What this task involves —
Look for the word "textBaseline" in the entries and copy every line where it shows up.

══ Records provided ══

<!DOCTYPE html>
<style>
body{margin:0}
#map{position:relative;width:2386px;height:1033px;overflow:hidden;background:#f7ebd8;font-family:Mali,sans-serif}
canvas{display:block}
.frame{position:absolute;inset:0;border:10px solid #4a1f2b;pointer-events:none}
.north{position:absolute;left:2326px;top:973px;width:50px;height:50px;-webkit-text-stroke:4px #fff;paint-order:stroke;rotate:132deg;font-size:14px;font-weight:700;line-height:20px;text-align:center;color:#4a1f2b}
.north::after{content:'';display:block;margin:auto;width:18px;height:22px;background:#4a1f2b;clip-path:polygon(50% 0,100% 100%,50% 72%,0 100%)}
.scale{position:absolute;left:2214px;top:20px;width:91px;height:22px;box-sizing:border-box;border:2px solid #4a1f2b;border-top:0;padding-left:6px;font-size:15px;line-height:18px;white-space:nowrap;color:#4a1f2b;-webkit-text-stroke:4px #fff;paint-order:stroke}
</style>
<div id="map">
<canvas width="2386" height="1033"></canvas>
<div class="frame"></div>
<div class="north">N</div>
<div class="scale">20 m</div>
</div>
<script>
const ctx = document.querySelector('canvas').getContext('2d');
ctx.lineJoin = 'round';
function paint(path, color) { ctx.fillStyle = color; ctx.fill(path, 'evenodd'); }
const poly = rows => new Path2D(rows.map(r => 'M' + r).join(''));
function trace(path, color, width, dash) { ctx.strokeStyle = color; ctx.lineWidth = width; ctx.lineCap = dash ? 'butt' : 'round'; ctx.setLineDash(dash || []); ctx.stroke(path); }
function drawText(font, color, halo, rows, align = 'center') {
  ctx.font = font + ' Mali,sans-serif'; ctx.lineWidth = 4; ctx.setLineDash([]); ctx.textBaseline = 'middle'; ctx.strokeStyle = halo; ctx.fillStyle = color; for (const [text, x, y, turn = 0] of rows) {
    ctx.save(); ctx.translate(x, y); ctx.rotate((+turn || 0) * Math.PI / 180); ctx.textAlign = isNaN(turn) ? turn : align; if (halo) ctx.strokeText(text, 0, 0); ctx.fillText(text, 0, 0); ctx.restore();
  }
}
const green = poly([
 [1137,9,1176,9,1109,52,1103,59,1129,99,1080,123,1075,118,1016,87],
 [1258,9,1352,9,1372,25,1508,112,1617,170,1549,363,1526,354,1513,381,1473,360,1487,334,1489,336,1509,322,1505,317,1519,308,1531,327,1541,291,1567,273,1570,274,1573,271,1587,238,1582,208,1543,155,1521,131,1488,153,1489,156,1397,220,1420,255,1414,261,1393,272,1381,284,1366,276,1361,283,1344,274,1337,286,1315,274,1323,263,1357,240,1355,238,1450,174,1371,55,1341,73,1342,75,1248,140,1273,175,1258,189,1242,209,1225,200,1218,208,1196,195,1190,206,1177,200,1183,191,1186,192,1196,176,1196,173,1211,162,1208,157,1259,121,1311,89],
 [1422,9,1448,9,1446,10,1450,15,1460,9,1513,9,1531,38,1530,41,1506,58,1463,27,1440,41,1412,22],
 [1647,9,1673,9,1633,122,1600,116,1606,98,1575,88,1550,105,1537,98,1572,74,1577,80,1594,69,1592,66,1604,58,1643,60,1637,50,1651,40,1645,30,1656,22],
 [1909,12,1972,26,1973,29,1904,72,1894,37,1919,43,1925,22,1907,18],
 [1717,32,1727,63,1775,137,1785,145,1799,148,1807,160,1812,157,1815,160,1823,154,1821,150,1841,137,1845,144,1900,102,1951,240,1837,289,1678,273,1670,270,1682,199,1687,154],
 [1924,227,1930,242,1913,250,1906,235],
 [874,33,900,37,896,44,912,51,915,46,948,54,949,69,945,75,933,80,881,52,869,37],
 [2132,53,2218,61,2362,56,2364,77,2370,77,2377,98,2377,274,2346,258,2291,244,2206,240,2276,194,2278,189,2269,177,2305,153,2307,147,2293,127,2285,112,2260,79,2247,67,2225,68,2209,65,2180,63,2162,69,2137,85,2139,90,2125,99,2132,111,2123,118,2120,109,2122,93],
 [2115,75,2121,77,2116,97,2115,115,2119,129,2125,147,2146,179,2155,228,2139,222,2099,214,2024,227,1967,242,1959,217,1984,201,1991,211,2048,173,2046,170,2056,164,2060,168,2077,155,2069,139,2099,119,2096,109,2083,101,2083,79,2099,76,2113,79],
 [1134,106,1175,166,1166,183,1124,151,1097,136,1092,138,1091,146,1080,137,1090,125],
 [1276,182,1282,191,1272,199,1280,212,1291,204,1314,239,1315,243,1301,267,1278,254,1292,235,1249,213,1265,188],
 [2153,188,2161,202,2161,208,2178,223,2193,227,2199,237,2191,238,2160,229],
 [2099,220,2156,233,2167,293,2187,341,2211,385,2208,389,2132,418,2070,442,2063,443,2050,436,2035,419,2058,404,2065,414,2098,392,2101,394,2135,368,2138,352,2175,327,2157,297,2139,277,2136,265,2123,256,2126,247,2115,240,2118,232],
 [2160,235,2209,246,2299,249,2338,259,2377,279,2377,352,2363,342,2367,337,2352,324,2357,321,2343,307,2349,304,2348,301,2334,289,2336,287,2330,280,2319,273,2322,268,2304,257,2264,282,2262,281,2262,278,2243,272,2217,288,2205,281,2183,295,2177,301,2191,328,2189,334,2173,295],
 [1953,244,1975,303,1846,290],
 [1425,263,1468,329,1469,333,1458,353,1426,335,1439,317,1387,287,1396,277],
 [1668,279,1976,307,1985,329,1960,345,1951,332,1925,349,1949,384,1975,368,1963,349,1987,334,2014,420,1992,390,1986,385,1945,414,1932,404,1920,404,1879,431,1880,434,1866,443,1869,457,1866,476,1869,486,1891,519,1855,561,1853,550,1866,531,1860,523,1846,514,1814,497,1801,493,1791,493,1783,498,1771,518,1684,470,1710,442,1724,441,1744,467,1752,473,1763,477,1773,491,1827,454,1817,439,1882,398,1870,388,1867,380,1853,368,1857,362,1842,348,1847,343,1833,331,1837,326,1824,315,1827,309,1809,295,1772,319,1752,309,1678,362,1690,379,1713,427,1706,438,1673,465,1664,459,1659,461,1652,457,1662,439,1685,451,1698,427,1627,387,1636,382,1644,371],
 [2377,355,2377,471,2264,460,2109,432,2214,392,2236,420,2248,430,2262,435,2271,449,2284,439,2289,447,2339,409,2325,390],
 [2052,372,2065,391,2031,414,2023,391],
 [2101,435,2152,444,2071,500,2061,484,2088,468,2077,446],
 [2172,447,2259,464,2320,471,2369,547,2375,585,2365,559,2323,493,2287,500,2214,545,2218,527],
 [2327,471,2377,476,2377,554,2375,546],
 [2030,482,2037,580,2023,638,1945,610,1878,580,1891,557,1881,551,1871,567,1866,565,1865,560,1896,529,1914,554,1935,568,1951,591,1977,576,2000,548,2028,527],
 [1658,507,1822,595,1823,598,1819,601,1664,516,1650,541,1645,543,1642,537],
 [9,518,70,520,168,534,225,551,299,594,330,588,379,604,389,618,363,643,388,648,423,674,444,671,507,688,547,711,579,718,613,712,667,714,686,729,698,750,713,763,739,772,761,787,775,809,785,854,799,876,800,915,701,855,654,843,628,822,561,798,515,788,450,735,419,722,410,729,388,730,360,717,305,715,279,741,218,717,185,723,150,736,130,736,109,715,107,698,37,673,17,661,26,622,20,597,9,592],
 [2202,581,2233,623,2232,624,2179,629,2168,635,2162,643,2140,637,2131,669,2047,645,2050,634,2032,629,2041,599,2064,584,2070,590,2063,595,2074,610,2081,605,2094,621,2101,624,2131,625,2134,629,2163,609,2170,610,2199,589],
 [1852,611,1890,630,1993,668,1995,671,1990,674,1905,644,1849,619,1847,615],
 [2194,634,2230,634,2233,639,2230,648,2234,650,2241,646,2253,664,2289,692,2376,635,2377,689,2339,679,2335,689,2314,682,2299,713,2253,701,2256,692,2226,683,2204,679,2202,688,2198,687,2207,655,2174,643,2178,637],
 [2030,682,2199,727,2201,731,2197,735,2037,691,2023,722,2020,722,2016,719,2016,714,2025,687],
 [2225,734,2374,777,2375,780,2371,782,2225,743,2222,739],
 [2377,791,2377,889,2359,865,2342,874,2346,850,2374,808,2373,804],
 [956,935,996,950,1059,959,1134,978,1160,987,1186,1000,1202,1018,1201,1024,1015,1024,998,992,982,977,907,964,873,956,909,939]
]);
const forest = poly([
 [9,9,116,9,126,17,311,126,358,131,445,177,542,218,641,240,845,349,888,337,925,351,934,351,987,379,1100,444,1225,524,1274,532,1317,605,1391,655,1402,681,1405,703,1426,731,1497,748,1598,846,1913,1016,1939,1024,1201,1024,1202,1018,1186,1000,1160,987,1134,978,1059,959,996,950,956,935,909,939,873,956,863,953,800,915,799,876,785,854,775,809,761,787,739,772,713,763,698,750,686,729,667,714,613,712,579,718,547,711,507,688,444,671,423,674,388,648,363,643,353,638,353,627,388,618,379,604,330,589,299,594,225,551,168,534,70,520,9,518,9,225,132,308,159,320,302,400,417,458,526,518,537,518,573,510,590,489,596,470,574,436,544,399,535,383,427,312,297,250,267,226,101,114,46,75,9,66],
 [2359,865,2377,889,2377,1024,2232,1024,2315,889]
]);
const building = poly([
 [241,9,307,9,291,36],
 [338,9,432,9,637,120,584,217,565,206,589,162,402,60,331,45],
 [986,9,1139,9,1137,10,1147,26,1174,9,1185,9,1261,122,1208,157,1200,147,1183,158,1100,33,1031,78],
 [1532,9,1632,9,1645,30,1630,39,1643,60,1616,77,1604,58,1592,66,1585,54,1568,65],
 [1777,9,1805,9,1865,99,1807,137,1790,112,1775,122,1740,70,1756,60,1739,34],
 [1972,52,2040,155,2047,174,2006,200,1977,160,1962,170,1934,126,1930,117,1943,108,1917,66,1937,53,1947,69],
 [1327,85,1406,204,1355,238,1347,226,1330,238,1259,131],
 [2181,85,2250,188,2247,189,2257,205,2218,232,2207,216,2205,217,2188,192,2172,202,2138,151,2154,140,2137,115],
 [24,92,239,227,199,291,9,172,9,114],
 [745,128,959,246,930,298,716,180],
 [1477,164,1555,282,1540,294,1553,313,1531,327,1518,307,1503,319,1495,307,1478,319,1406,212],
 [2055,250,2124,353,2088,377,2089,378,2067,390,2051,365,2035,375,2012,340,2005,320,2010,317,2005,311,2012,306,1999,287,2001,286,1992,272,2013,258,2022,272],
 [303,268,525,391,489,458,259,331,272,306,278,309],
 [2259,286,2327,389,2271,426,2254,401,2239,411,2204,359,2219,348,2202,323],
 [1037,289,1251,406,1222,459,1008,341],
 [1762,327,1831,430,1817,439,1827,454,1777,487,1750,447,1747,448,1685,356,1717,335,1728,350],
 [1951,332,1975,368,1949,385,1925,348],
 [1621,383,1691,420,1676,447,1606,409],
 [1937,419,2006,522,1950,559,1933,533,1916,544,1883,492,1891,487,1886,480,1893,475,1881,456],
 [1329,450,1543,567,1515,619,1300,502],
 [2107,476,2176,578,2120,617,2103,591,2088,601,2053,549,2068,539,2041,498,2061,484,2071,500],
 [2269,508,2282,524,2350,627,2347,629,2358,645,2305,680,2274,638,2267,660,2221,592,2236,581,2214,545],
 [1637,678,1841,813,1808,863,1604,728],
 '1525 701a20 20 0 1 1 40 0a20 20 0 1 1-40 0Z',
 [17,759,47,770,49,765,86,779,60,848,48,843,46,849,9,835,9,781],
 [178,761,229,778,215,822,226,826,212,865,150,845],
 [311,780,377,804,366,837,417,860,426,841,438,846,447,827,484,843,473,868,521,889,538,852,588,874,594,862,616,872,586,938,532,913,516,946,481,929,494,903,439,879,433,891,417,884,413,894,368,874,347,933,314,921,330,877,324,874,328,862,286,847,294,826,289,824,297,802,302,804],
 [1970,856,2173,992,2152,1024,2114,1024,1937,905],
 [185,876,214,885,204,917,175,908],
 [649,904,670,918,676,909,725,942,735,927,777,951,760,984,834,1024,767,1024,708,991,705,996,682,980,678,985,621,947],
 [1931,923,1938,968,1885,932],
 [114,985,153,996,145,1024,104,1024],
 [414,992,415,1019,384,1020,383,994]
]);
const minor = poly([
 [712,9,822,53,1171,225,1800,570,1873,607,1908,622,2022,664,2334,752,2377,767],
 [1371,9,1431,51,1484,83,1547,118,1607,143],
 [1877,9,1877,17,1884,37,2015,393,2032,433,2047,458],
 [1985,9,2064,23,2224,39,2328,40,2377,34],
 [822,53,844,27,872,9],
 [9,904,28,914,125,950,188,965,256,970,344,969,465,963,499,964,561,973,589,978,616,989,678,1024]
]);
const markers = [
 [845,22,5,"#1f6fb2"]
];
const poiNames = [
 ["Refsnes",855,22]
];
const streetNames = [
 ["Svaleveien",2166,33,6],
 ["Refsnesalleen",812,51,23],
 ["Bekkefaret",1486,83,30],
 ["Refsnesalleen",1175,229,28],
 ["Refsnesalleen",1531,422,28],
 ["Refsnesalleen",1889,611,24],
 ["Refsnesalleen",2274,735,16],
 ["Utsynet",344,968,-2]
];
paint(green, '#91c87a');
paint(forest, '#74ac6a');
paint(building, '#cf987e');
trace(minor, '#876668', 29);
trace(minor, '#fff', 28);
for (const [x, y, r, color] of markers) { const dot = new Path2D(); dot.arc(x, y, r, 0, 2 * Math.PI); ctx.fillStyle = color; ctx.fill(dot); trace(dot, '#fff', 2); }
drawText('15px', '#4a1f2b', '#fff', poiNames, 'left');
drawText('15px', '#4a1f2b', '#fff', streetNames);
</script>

═══
══ Records provided ══

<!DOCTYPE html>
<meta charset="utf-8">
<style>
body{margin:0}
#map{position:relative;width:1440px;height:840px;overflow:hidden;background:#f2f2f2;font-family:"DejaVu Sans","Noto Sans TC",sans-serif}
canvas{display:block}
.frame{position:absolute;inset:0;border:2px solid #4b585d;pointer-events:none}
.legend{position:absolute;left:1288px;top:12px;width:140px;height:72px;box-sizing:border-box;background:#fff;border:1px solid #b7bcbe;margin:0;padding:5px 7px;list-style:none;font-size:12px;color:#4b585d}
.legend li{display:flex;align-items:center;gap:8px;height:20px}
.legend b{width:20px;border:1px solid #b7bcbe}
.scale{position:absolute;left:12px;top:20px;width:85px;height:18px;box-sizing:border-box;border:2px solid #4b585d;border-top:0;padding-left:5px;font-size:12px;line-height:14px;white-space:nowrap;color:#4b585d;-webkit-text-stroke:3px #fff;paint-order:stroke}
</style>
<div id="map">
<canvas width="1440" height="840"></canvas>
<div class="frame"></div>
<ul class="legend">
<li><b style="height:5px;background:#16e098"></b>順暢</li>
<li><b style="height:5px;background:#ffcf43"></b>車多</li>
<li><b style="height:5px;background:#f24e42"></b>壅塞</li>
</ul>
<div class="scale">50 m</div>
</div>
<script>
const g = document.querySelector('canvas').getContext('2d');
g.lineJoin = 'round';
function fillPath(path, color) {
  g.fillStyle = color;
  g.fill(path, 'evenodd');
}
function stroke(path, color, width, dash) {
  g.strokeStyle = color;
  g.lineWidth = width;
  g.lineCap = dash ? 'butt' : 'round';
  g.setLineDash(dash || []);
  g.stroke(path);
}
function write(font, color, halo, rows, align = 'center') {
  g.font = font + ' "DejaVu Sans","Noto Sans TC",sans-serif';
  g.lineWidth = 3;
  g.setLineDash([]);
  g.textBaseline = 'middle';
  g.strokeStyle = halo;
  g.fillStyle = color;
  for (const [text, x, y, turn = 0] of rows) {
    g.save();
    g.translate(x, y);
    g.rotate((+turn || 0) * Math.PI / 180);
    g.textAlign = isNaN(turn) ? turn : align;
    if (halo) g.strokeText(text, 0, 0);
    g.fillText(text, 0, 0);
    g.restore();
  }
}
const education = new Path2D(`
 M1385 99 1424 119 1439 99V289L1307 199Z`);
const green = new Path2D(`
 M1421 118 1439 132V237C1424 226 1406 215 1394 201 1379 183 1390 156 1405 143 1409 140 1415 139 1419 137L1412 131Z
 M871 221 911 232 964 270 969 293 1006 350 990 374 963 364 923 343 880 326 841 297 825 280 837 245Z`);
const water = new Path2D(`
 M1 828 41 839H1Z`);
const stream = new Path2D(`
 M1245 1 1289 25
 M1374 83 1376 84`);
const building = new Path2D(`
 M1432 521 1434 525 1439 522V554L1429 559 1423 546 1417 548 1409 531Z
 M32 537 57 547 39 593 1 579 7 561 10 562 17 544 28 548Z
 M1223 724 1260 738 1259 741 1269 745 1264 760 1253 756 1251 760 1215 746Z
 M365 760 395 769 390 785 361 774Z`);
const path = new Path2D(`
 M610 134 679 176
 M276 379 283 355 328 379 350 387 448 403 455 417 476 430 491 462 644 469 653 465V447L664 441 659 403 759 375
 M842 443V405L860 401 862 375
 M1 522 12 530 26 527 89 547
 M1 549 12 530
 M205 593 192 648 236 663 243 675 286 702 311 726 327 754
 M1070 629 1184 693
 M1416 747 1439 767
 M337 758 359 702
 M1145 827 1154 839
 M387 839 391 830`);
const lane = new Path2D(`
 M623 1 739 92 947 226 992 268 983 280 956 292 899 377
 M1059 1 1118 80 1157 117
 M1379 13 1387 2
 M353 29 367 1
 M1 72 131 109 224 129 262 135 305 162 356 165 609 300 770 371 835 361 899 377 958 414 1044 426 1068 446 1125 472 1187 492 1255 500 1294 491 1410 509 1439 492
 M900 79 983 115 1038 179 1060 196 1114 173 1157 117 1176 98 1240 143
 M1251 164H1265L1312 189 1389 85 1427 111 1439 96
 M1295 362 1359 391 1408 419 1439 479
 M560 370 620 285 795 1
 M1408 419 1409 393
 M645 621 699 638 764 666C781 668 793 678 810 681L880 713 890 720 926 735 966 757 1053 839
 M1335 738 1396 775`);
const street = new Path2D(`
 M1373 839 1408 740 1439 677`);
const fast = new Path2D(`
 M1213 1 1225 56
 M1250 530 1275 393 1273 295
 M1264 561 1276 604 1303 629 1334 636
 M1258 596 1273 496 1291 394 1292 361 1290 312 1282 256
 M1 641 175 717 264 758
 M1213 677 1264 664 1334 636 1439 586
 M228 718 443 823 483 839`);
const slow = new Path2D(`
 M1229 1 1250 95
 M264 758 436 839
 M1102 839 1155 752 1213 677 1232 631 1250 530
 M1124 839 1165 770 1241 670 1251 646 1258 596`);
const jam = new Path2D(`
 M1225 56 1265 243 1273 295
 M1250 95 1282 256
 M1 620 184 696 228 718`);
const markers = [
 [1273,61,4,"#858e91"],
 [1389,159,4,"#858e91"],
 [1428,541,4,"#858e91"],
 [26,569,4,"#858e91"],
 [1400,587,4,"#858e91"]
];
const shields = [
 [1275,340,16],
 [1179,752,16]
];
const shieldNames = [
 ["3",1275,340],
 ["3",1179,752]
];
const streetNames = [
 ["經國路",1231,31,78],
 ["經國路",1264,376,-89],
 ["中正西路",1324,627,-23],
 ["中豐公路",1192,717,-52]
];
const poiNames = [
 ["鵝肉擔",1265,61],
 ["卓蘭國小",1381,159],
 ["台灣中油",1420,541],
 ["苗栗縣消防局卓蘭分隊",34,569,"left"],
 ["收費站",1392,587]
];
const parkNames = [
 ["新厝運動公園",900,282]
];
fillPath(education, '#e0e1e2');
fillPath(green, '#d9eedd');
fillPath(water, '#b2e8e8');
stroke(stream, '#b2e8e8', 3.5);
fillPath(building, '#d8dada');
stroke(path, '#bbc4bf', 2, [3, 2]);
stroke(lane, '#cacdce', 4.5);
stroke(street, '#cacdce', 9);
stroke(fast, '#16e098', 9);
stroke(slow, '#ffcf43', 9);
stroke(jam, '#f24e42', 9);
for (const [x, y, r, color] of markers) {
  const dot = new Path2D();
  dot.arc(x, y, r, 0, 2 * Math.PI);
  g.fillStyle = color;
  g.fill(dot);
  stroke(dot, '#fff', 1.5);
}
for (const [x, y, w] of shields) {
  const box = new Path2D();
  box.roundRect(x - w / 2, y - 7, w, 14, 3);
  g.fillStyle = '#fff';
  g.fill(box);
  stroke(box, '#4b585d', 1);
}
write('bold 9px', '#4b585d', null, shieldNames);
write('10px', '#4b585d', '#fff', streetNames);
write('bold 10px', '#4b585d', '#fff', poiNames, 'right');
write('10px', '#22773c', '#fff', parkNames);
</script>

═══

Result of this exercise —
  ctx.font = font + ' Mali,sans-serif'; ctx.lineWidth = 4; ctx.setLineDash([]); ctx.textBaseline = 'middle'; ctx.strokeStyle = halo; ctx.fillStyle = color; for (const [text, x, y, turn = 0] of rows) {
  g.textBaseline = 'middle';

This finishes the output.